Top of DATA

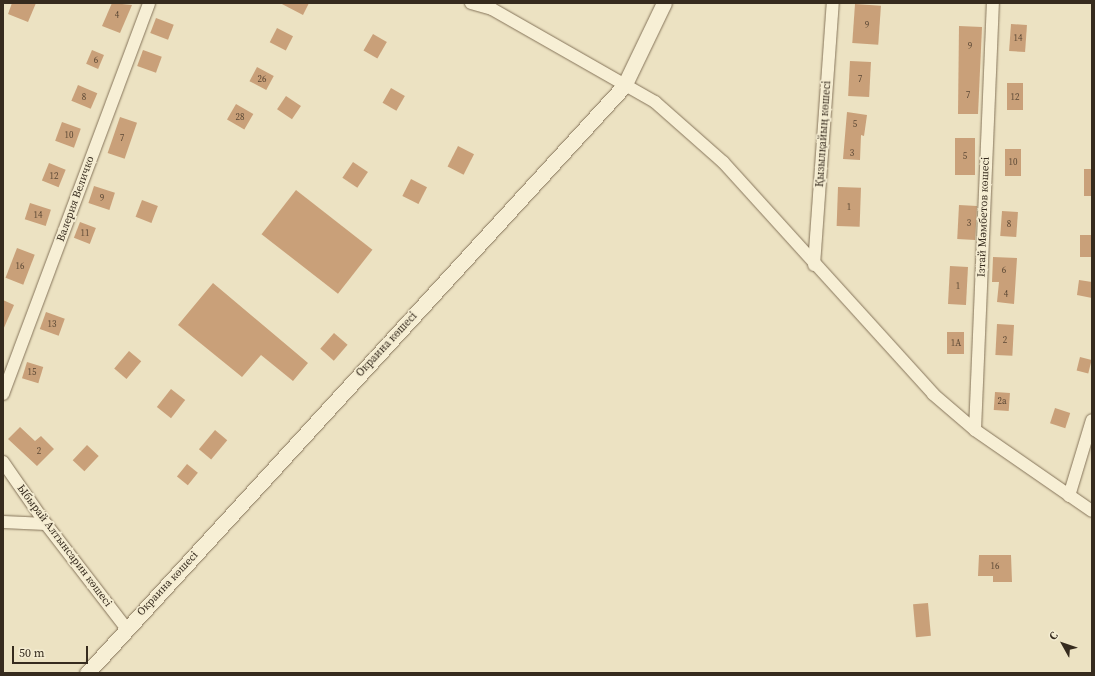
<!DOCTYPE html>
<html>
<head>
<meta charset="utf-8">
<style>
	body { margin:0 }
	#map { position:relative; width:1095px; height:676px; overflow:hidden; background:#ece2c2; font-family:"Source Serif 4",serif }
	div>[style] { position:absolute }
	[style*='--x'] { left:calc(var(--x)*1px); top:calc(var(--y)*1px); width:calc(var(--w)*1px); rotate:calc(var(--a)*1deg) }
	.building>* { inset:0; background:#c9a079; transform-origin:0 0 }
	.roads { filter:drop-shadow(0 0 1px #85745a) drop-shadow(0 0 1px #85745a) }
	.minor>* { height:12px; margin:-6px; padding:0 6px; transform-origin:6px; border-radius:6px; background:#f7efd5 }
	.tertiary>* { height:15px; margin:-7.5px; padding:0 7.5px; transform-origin:7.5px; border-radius:7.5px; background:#f7efd5 }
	span { translate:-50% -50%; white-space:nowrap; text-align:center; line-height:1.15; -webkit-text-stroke:3.5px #f4ecd1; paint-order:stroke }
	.number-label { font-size:9px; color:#5b4835 }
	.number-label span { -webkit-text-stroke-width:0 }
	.street-label { font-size:11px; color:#362b1e }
	.frame { position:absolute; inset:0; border:4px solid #362b1e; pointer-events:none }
	.north { position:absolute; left:1043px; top:624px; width:40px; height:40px; -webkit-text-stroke:3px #f4ecd1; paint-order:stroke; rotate:310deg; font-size:11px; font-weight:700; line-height:16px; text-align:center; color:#362b1e }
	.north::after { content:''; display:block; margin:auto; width:14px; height:18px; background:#362b1e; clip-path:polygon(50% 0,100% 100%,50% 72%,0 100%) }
	.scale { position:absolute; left:12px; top:646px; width:76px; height:18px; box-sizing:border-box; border:2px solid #362b1e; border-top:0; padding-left:5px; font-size:12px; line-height:14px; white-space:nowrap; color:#362b1e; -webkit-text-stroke:3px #f4ecd1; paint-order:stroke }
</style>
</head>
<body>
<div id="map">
	<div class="building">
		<div style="clip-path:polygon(12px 3px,36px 3px,28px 22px,8px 14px)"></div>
		<div style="clip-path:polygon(112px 3px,132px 5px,120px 33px,102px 26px)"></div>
		<div style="clip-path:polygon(280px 3px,309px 3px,303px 15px)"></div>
		<div style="left:855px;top:4px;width:26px;height:39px;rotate:4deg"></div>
		<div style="left:156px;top:18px;width:19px;height:16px;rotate:21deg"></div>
		<div style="left:1011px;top:24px;width:16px;height:27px;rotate:4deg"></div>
		<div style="clip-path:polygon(959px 26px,982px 27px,978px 114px,958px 114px)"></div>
		<div style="left:277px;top:28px;width:18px;height:16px;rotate:27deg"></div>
		<div style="left:373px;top:34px;width:16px;height:19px;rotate:30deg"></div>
		<div style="left:92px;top:50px;width:13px;height:15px;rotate:23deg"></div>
		<div style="left:143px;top:50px;width:20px;height:17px;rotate:20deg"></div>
		<div style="left:850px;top:61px;width:21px;height:35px;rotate:3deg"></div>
		<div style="left:257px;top:67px;width:19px;height:16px;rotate:28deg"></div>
		<div style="left:1007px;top:83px;width:16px;height:27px"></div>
		<div style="left:78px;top:85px;width:21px;height:17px;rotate:23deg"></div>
		<div style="left:391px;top:88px;width:16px;height:17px;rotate:30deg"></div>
		<div style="left:286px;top:96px;width:18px;height:16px;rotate:34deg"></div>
		<div style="left:236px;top:104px;width:20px;height:18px;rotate:30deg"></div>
		<div style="clip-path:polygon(847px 112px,867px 115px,864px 136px,861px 135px,860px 160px,843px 159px)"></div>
		<div style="left:120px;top:117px;width:18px;height:38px;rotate:19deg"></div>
		<div style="left:62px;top:122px;width:20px;height:20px;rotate:20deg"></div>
		<div style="left:955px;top:138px;width:20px;height:37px"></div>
		<div style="left:458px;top:146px;width:18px;height:23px;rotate:27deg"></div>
		<div style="left:1005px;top:149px;width:16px;height:27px"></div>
		<div style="left:353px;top:162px;width:18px;height:19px;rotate:34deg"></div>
		<div style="left:49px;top:163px;width:18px;height:19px;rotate:22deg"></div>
		<div style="left:1084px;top:169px;width:8px;height:27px"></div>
		<div style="left:411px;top:179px;width:18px;height:19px;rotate:27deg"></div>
		<div style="left:94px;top:186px;width:22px;height:18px;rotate:18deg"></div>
		<div style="left:838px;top:187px;width:23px;height:39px;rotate:2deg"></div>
		<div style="left:296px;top:190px;width:97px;height:56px;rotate:38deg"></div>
		<div style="left:142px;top:200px;width:17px;height:18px;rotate:21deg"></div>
		<div style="left:30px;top:203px;width:22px;height:17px;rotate:18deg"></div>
		<div style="left:959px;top:205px;width:18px;height:34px;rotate:3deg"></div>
		<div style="left:1002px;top:211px;width:16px;height:25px;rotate:4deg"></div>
		<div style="left:80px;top:222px;width:17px;height:17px;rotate:21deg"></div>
		<div style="left:1080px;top:235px;width:12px;height:22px"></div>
		<div style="left:17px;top:248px;width:19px;height:32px;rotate:21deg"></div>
		<div style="clip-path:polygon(993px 257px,1017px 258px,1014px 304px,997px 302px,999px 282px,992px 282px)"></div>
		<div style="left:950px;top:266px;width:18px;height:38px;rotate:3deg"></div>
		<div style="clip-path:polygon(1079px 280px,1092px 282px,1092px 298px,1077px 295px)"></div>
		<div style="clip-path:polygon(213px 283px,308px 363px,293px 381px,261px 355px,242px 377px,178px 325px)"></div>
		<div style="clip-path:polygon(3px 300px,14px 305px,3px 330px)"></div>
		<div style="left:46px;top:312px;width:20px;height:18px;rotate:20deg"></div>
		<div style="left:997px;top:324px;width:17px;height:31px;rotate:3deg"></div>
		<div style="left:947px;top:332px;width:17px;height:22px"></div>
		<div style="left:334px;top:333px;width:18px;height:21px;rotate:41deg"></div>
		<div style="left:129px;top:351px;width:16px;height:23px;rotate:40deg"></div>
		<div style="left:1080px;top:357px;width:12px;height:14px;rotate:14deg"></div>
		<div style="left:27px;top:362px;width:17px;height:17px;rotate:17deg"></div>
		<div style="left:171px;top:389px;width:18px;height:23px;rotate:38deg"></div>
		<div style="left:995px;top:392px;width:15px;height:18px;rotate:4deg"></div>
		<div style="left:1055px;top:408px;width:16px;height:16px;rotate:18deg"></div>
		<div style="clip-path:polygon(20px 427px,35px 441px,41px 436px,54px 449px,37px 466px,8px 439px)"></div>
		<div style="left:215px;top:430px;width:16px;height:25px;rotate:40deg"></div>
		<div style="left:87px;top:445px;width:16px;height:21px;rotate:43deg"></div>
		<div style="left:187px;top:464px;width:14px;height:16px;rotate:39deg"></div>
		<div style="clip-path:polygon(979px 555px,1011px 555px,1012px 582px,993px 582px,993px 576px,978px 576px)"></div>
		<div style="left:928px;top:603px;width:33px;height:15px;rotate:85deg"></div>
	</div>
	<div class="roads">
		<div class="minor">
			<div style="--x:471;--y:3;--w:22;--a:16"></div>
			<div style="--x:492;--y:9;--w:188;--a:29.7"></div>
			<div style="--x:655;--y:102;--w:91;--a:41.4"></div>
			<div style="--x:723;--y:162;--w:313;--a:47.8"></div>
			<div style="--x:933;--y:394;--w:55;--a:40.6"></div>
			<div style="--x:975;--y:430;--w:142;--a:34.7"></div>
			<div style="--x:814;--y:265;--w:263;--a:-85.9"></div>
			<div style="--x:3;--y:394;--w:417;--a:-69.5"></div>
			<div style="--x:975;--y:430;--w:427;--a:-87.6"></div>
			<div style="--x:3;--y:462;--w:75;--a:55.3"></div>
			<div style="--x:46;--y:524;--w:133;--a:52.4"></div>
			<div style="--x:1069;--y:496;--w:79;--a:-73.2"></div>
			<div style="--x:3;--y:522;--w:43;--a:2.7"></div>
		</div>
		<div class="tertiary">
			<div style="--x:87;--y:673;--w:796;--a:-47.55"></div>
			<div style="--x:624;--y:86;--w:92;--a:-64.3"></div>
		</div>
	</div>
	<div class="number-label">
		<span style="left:117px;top:15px">4</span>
		<span style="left:867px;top:25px">9</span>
		<span style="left:1018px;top:38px">14</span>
		<span style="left:970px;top:46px">9</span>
		<span style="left:96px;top:60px">6</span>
		<span style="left:262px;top:79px">26</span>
		<span style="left:860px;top:79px">7</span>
		<span style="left:968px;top:95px">7</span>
		<span style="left:84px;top:97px">8</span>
		<span style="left:1015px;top:97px">12</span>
		<span style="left:240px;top:117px">28</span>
		<span style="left:855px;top:124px">5</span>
		<span style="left:69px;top:135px">10</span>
		<span style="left:122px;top:138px">7</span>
		<span style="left:852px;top:153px">3</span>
		<span style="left:965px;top:156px">5</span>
		<span style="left:1013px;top:162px">10</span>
		<span style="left:54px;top:176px">12</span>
		<span style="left:102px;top:198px">9</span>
		<span style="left:849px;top:207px">1</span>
		<span style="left:38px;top:215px">14</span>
		<span style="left:969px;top:223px">3</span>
		<span style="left:1009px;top:224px">8</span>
		<span style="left:85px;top:233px">11</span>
		<span style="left:20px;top:266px">16</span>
		<span style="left:1004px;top:270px">6</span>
		<span style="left:958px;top:286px">1</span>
		<span style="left:1006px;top:294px">4</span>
		<span style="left:52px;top:324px">13</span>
		<span style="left:1005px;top:340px">2</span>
		<span style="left:956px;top:343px">1А</span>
		<span style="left:32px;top:372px">15</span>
		<span style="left:1002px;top:401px">2а</span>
		<span style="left:39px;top:451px">2</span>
		<span style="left:995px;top:566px">16</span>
	</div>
	<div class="street-label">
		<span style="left:824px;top:134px;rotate:-86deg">Қызылқайың көшесі</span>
		<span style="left:76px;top:199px;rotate:-70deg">Валерия Величко</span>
		<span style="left:984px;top:217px;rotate:-88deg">Ізтай Мәмбетов көшесі</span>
		<span style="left:387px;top:345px;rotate:-47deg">Окраина көшесі</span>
		<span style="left:64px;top:546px;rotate:53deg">Ыбырай Алтынсарин көшесі</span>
		<span style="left:168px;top:584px;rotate:-47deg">Окраина көшесі</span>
	</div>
	<div class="frame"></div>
	<div class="north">С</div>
	<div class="scale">50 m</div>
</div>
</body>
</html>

Bottom of DATA

Locate all lines in the listing above with the word "number". Copy them.

	.number-label { font-size:9px; color:#5b4835 }
	.number-label span { -webkit-text-stroke-width:0 }
	<div class="number-label">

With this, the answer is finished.